Cohen testified that he paid $130,000 to Stephanie Clifford, better known as adult performer Stormy Daniels, in a non-disclosure settlement agreement, to prevent the publication of a story that then-candidate Trump believed would hurt his campaign. 

Clifford claimed she had a story about a sexual encounter with Trump from 2006, and that media outlets were interested in this story after an Access Hollywood tape of Trump recorded via a hot mic was released. At trial, Clifford testified about this alleged sexual encounter, which Trump has denied. 

Cohen testified that he made this payment in 2016 with the understanding that his employer, then-candidate Trump, would reimburse him. The deal was closed less than a month before the election, and Cohen testified he originally intended to delay payment until after the election, after which he claimed his boss said it would not matter if the story was published and thus the $130,000 would no longer need to be paid. 

On the witness stand, Cohen painted the picture of urgency in mid-October 2016, when representatives for Clifford pressed him for payment and said he only wanted to make his boss happy. He testified that, with Trump’s approval, he made the payment. 

He also testified to being intensely angry later that year, when he discovered his bonus had been cut by two-thirds from what he typically received. 

It prompted discussions with former Trump Organization CFO Allen Weisselberg, who purportedly drew up plans to reimburse Cohen $130,000 for the payment to Clifford and $50,000 for an earlier payment to Red Finch, which he said he still hadn’t been reimbursed for. The sum was then doubled to $360,000 to account for taxes, and Weisselberg added $60,000 to supplement Cohen’s bonus. 
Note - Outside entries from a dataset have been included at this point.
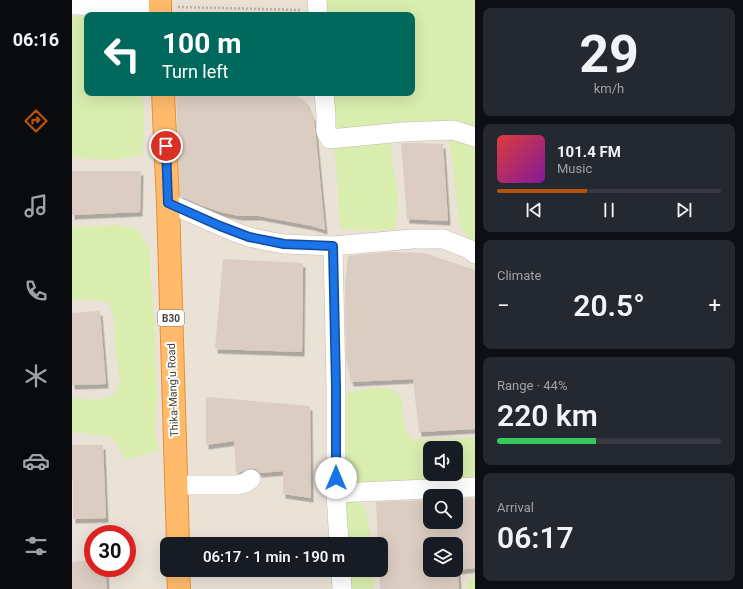 <!DOCTYPE html>
<meta charset="utf-8">
<style>
body{margin:0;font-family:Roboto,sans-serif;background:#242831;color:#f1f3f6;height:100vh;display:flex;flex-direction:column;font-size:15px;white-space:nowrap}
*{box-sizing:border-box;margin:0}
p{font-size:13px;color:#9ea1a6}
.icon{flex:none;width:22px;height:22px;fill:none;stroke:currentColor;stroke-width:2;stroke-linecap:round;stroke-linejoin:round}
.map{position:relative;flex:1;overflow:hidden}
.panel{display:flex;flex-direction:column;gap:8px;padding:8px;background:#0d0f14;width:268px}
.panel>*{flex:none}
.banner{position:absolute;left:12px;top:12px;width:331px;height:84px;border-radius:8px;box-shadow:0 4px 16px #0002;background:#00695c;color:#fff;overflow:hidden}
.controls{position:absolute;left:351px;top:441px;display:grid;gap:8px}
.controls a{display:grid;place-items:center;width:40px;height:40px;border-radius:8px;background:#171b24;box-shadow:0 4px 16px #0002;font-size:20px}
.speed{position:absolute;left:12px;top:525px;display:flex;gap:8px;font-size:20px;font-weight:700;text-align:center}
.speed>*{display:grid;place-content:center;width:52px;height:52px;border-radius:50%;background:#171b24;box-shadow:0 4px 16px #0002;line-height:1}
.speed .limit{border:6px solid #d22;background:#fff;color:#111}
.pin{position:absolute;display:grid;place-items:center;width:34px;height:34px;color:#fff;margin:-17px;border:2px solid #fff;border-radius:50%;box-shadow:0 1px 4px #0007}
.me{position:absolute;width:44px;margin:-22px;rotate:0deg;stroke-linejoin:round;filter:drop-shadow(0 0 3px #0008)}
.turn{display:flex;align-items:center;gap:14px;height:84px;padding:0 12px;font-size:18px}
.turn .icon{width:52px;height:52px;stroke-width:2.5}
.turn b{display:block;font-size:28px;line-height:34px}
.big{font-size:30px;font-weight:600;line-height:1.1}
.panel .card{flex:1;display:flex;flex-direction:column;justify-content:center;gap:6px;min-width:0;padding:0 14px;border-radius:8px;background:#242831}
.panel .dial{align-items:center;gap:0}
.dial b{font-size:52px;line-height:1}
.song{display:flex;align-items:center;gap:12px}
.cover{width:48px;height:48px;border-radius:6px;background:linear-gradient(135deg,hsl(0 70% 55%),hsl(290 70% 35%))}
.played{height:4px;border-radius:2px;background:linear-gradient(90deg,#b45309 40%,#363941 40%)}
.keys{display:flex;justify-content:space-around;direction:ltr}
.heat{display:flex;justify-content:space-between;align-items:center;font-size:22px;direction:ltr}
.charge{height:6px;border-radius:3px;background:linear-gradient(90deg,#34c759 44%,#363941 0)}
.trip{position:absolute;left:88px;top:537px;width:228px;height:40px;border-radius:8px;background:#171b24;box-shadow:0 4px 16px #0002;font-weight:600;line-height:40px;text-align:center}
main{display:flex;flex:1;min-height:0}
.tabs{display:flex;flex-direction:column;width:72px;justify-content:space-around;align-items:center;background:#090b0e;color:#9ea1a6}
.tabs .icon{width:28px;height:28px}
.tabs .on{color:#b45309}
.tabs b{font-size:18px;color:#f1f3f6}
.map>svg:first-child{display:block}
.residential{fill:#eae2d7;fill-rule:evenodd}
.green{fill:#d9edaf;fill-rule:evenodd}
.building{fill:#dbcdc1;fill-rule:evenodd;filter:url(#shadow)}
.lines{fill:none;stroke-linecap:round;stroke-linejoin:round}
.minor-casing{stroke:#c5baae;stroke-width:20}
.highway-casing{stroke:#ea8e2f;stroke-width:24}
.path{stroke:#c5b19b;stroke-width:2.5;stroke-dasharray:2 2;stroke-linecap:butt}
.minor{stroke:#fff;stroke-width:19}
.highway{stroke:#ffbb6b;stroke-width:22}
.route-casing{stroke:#114b97;stroke-width:10}
.route{stroke:#1a73e8;stroke-width:7}
.labels{text-anchor:middle;dominant-baseline:central;stroke-width:4;stroke-linejoin:round;paint-order:stroke}
.shield{fill:#fff;stroke:#807973;stroke-width:1}
.shield-label{font-size:10px;font-weight:bold;fill:#4a4037}
.street-label{font-size:11px;fill:#4a4037;stroke:#fff}
</style>
<main>
<nav class="tabs">
<b>06:16</b>
<svg class="icon on" aria-label="directions" viewBox="0 0 24 24"><path d="M12 3l9 9-9 9-9-9zM9 14v-3h6M13 9l2 2-2 2"/></svg>
<svg class="icon" aria-label="music" viewBox="0 0 24 24"><path d="M9 18V5l10-2v13"/><circle cx="6" cy="18" r="3"/><circle cx="16" cy="16" r="3"/></svg>
<svg class="icon" aria-label="phone" viewBox="0 0 24 24"><path d="M5 4h4l2 5-3 2q2 4 5 5l2-3 5 2v4C11 20 4 13 5 4z"/></svg>
<svg class="icon" aria-label="climate" viewBox="0 0 24 24"><path d="M12 3v18M4 7l16 10M4 17L20 7"/></svg>
<svg class="icon" aria-label="car" viewBox="0 0 24 24"><path d="M5 17H2v-5l4-1 3-4h7l3 4 3 1v5h-3M9 17h6M6 11h13"/><circle cx="7" cy="17" r="2"/><circle cx="17" cy="17" r="2"/></svg>
<svg class="icon" aria-label="filters" viewBox="0 0 24 24"><path d="M4 7h16M4 17h16"/><circle cx="9" cy="7" r="2"/><circle cx="15" cy="17" r="2"/></svg>
</nav>
<div class="map">
<svg width="403" height="589" viewBox="0 0 403 589">
<defs>
<filter id="shadow"><feDropShadow dx="2.5" dy="4.5" stdDeviation="0" flood-color="#0004"/></filter>
</defs>
<rect width="100%" height="100%" fill="#f6f0e9"/>
<path class="residential" d="M 0,0 L 403,0 L 403,589 L 0,589 ZM 15,15 L 340,15 L 340,93 L 15,93 ZM 358,448 L 384,448 L 384,474 L 358,474 ZM 358,496 L 384,496 L 384,522 L 358,522 ZM 21,534 L 55,534 L 55,568 L 21,568 ZM 95,544 L 309,544 L 309,570 L 95,570 ZM 358,544 L 384,544 L 384,570 L 358,570 Z"/>
<g class="green">
<path d="M 248,0 L 403,0 L 403,244 L 397,239 L 387,223 L 380,157 L 376,138 L 319,142 L 320,162 L 323,177 L 326,196 L 324,229 C 305,231 287,231 268,228 L 264,162 L 258,132 L 254,93 L 340,93 L 340,15 L 250,15 Z"/>
<polygon points="0,16 15,17 15,93 70,93 72,114 71,155 43,160 0,158"/>
<polygon points="47,225 67,230 78,251 78,274 83,322 85,397 83,430 86,451 54,460 40,437 12,433 0,433 0,398 29,399 42,395 48,380 43,348 43,323 37,302 9,300 0,301 0,227"/>
<path d="M 305,388 L 320,389 L 329,396 L 333,430 L 340,440 L 379,439 L 403,437 L 403,479 L 309,482 L 275,483 L 261,473 L 265,394 ZM 358,448 L 384,448 L 384,474 L 358,474 Z"/>
<path d="M 282,501 L 293,506 L 296,521 L 299,544 L 258,544 C 256,531 256,509 269,503 C 272,501 278,501 282,501 Z"/>
<polygon points="260,570 301,570 302,589 261,589"/>
<polygon points="403,577 403,589 395,589 397,578"/>
</g>
<g class="building">
<polygon points="104,93 218,93 223,95 234,101 241,118 243,128 253,230 240,226 187,216 167,216 149,212 131,206 108,196"/>
<polygon points="329,143 343,143 371,144 376,221 335,219"/>
<polygon points="0,171 69,171 68,212 0,215"/>
<polygon points="315,252 352,253 403,270 403,429 347,432 341,379 279,382 274,358 273,282 276,256"/>
<polygon points="151,259 231,263 230,352 143,349"/>
<polygon points="28,311 34,384 0,385 0,313"/>
<polygon points="134,397 238,406 239,498 211,494 211,471 188,473 184,469 178,468 164,474 162,441 134,445"/>
<polygon points="0,445 31,445 34,518 1,519 1,479 0,479"/>
<path d="M 403,498 L 403,568 L 385,570 L 386,570 L 387,589 L 308,589 L 307,570 L 309,570 L 309,544 L 306,544 L 304,502 L 358,500 L 358,522 L 384,522 L 384,499 ZM 358,544 L 384,544 L 384,570 L 358,570 Z"/>
<polygon points="21,560 21,568 34,568 35,589 0,589 0,562"/>
</g>
<g class="lines">
<defs>
<g id="minor">
<polyline points="245,0 246,15"/>
<polyline points="0,5 88,7"/>
<polyline points="252,93 254,115 254,131 255,134 258,139 330,132 381,130 403,137"/>
<polyline points="96,203 163,232 177,237 195,241 212,244 261,246 340,239 371,239 397,249 403,254"/>
<polyline points="261,246 264,386 264,493 267,544"/>
<polyline points="104,485 165,485 173,483 179,479"/>
<polyline points="264,493 403,487"/>
<polyline points="269,570 270,589"/>
</g>
<g id="highway">
<polyline points="88,0 88,15"/>
<polyline points="91,93 96,203 106,544"/>
<polyline points="106,570 107,589"/>
</g>
</defs>
<use href="#minor" class="minor-casing"/>
<use href="#highway" class="highway-casing"/>
<polyline class="path" points="106,7 229,10"/>
<use href="#minor" class="minor"/>
<use href="#highway" class="highway"/>
</g>
<g class="lines">
<defs>
<polyline id="route" points="94,146 96,203 148,226 177,237 212,244 261,246 264,386 264,478"/>
</defs>
<use href="#route" class="route-casing"/>
<use href="#route" class="route"/>
</g>
<g class="labels">
<rect class="shield" x="86" y="310" width="26" height="16" rx="3"/>
<g class="shield-label">
<text x="99" y="318">B30</text>
</g>
<g class="street-label">
<text transform="translate(101 390) rotate(-92)">Thika-Mang'u Road</text>
</g>
</g>
</svg>
<div class="controls">
<a><svg class="icon" aria-label="sound" viewBox="0 0 24 24"><path d="M4 9h4l5-4v14l-5-4H4zM17 9q2 3 0 6"/></svg></a>
<a><svg class="icon" aria-label="search" viewBox="0 0 24 24"><circle cx="10" cy="10" r="6"/><path d="M15 15l6 6"/></svg></a>
<a><svg class="icon" aria-label="layers" viewBox="0 0 24 24"><path d="M12 4l9 5-9 5-9-5zM3 14l9 5 9-5"/></svg></a>
</div>
<div class="speed"><div class="limit">30</div></div>
<div class="pin" style="left:94px;top:146px;background:#d93025"><svg class="icon" aria-label="arrive" viewBox="0 0 24 24"><path d="M6 21V4h12l-3 4 3 4H6"/></svg></div>
<svg class="me" style="left:264px;top:478px" viewBox="-20 -20 40 40"><circle r="19" fill="#fff"/><path d="M0-13L10 11 0 6-10 11z" fill="#1a73e8"/></svg>
<div class="trip">06:17 · 1 min · 190 m</div>
<div class="banner">
<div class="turn"><svg class="icon" aria-label="left" viewBox="0 0 24 24"><path d="M17 20v-9H6M10 6l-5 5 5 5"/></svg><div><b>100 m</b>Turn left</div></div>
</div>
</div>
<section class="panel">
<div class="card dial"><b>29</b><p>km/h</p></div>
<div class="card">
<div class="song"><i class="cover"></i><div><b>101.4 FM</b><p>Music</p></div></div>
<div class="played"></div>
<div class="keys"><svg class="icon" aria-label="previous" viewBox="0 0 24 24"><path d="M18 5L8 12l10 7zM5 5v14"/></svg><svg class="icon" aria-label="pause" viewBox="0 0 24 24"><path d="M8 5v14M16 5v14"/></svg><svg class="icon" aria-label="next" viewBox="0 0 24 24"><path d="M6 5l10 7-10 7zM19 5v14"/></svg></div>
</div>
<div class="card"><p>Climate</p>
<div class="heat"><a>−</a><b class="big">20.5°</b><a>+</a></div>
</div>
<div class="card"><p>Range · 44%</p><b class="big">220 km</b><div class="charge"></div></div>
<div class="card"><p>Arrival</p><b class="big">06:17</b></div>
</section>
</main>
Prosecutors had claimed Weisselberg’s “grossing up” the figures for tax purposes was evidence he intended to “camouflage” reimbursement as income. 

This $420,000 was then paid to Cohen via monthly checks throughout 2017. At trial, prosecutors sought to show that Trump had caused false records to be entered when Weisselberg, acting as a co-conspirator, directed his comptroller Jeffrey McConney and bookkeeper Deb Tarasoff to process these payments. 

Trump was not directly charged with conspiracy, and prosecutors had no burden to prove either the goal or the state of mind behind any alleged conspiracy.